CONCERNED ABOUT CONSEQUENCES
Meanwhile, British voters are concerned about the consequences of troops withdrawing from Afghanistan.
Fear has struck the public, with nearly six in ten, some 56 per cent, believing the risk of an Afghanistan-linked terror attack here has increased.
Twenty-four per cent say there will be no difference to the terror threat and around ten per cent believe the threat will be lower.
Our poll highlighted how sensitive people think the issue of negotiating with the Taliban will be despite Mr Raab flying out to Qatar and Pakistan for talks this week.
Some 44 per cent of the public are yet to be convinced over engaging with the militant group on anything other than ensuring that qualifying Brits and Afghanis are given a safe route back to the UK.
After the huge effort from officials on the ground in Kabul and London, 47 per cent believe the Afghans here should be given permanent residency.
Despite many polled being upset with Mr Biden for his refusal to delay the withdrawal of American troops from the country, Brits want to keep close ties with the US.
An emphatic 57 per cent still want to maintain the Special Relationship between the two countries — with just one in five ready to ditch it.
Researchers for Deltapoll surveyed 1,589 adults on Thursday and Friday.
Rishi must ringfence Covid bill – Tobias Ellwood, Tory MP and ex-Defence Minister
AFGHANISTAN proved one of the toughest tests of leadership for the Prime Minister.
America’s decision to withdraw, handing the country back to the very insurgency we went in to defeat, shows just how weak the West has become in defending our international standards and values.
Global stability was not in a good place prior to departing Afghanistan.
But it has suddenly got a lot more dangerous with another dictatorship back in charge, unable and unwilling to control the terrorism that will again emanate from the Afghan mountains.
We can be immensely proud of all our troops who were involved in this historic evacuation.
It’s only fitting their efforts are honoured with a medal.
But as HOAR on Sunday poll reveals today, the public was less impressed with the actions of the Foreign Office.
We have a tried and tested system of decision-making, but Whitehall departments are too siloed and the entire machine has become risk-averse.
Another reality check for us is the poor state of the “special relationship” with the US. We were kept out of the loop in all the big decisions.
We must prioritise rekindling those back political channels which have served us so well in the past.
And finally, if America does choose to take a step back from global affairs, it leaves a vacuum of leadership in the West.

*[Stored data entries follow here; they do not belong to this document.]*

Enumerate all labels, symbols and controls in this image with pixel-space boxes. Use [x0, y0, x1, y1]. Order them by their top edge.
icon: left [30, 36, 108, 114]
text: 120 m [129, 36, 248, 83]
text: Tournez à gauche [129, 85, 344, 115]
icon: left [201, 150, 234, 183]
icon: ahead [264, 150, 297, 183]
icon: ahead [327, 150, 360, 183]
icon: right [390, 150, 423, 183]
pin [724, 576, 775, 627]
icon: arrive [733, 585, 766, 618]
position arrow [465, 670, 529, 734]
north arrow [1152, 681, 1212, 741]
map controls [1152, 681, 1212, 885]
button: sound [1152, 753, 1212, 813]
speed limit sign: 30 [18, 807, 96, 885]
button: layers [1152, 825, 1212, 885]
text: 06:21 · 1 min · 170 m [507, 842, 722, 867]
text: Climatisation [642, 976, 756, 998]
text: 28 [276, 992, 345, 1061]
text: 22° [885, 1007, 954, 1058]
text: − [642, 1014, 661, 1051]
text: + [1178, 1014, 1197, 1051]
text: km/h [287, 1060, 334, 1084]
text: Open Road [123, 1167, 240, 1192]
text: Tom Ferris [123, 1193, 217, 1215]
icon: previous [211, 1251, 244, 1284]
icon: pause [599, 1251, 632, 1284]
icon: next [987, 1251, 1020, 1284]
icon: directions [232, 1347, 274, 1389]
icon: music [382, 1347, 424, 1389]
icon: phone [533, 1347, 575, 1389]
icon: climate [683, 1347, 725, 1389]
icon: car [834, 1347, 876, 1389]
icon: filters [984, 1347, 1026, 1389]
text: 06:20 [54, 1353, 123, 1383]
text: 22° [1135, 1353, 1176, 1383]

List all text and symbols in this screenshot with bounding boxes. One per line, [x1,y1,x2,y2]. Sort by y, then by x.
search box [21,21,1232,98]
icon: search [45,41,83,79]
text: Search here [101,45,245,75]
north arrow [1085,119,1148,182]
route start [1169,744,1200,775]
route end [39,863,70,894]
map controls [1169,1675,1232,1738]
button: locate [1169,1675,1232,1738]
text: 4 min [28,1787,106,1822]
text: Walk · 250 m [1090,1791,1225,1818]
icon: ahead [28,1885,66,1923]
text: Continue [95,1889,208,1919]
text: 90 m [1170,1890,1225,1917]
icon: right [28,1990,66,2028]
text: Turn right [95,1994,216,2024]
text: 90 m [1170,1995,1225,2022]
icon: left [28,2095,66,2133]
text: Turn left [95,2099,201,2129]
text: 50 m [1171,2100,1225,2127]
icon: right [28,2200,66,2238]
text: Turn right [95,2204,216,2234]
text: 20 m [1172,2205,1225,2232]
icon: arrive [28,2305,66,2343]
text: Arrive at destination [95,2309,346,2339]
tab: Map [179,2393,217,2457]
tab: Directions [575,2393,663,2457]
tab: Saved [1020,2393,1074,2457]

This has traditionally been filled by the UK, and it is time for us to step forward once again. But this means spending more on our hard and soft power – a tough call with the Treasury facing a £400billion bill for tackling the pandemic.
The nation’s security must come first. I believe there’s a lesson to be learned from our past.
We did not pay off our Second World War debts until 2006. The bill was treated like a mortgage, paid over decades. Let’s do the same with the Covid debt.
That will mean more money available – not just for Defence but other departments including Health and Education.
The only other choice would be to increase taxes or NI payments, neither of which is mentioned in the Tory manifesto.
The Deltapoll in this paper today shows nearly half of voters want there to be no change.
The Government must be acutely aware of the ramifications.
Chancellor Rishi Sunak gained credit for his imaginative solutions to help our economy through the pandemic.
He now needs to design a long fiscal instrument to pay off the Covid bill.
If he doesn’t, we are likely to see unrest on the domestic front and we will not be able to adequately invest in our soft and hard power given the increasing threats we now face.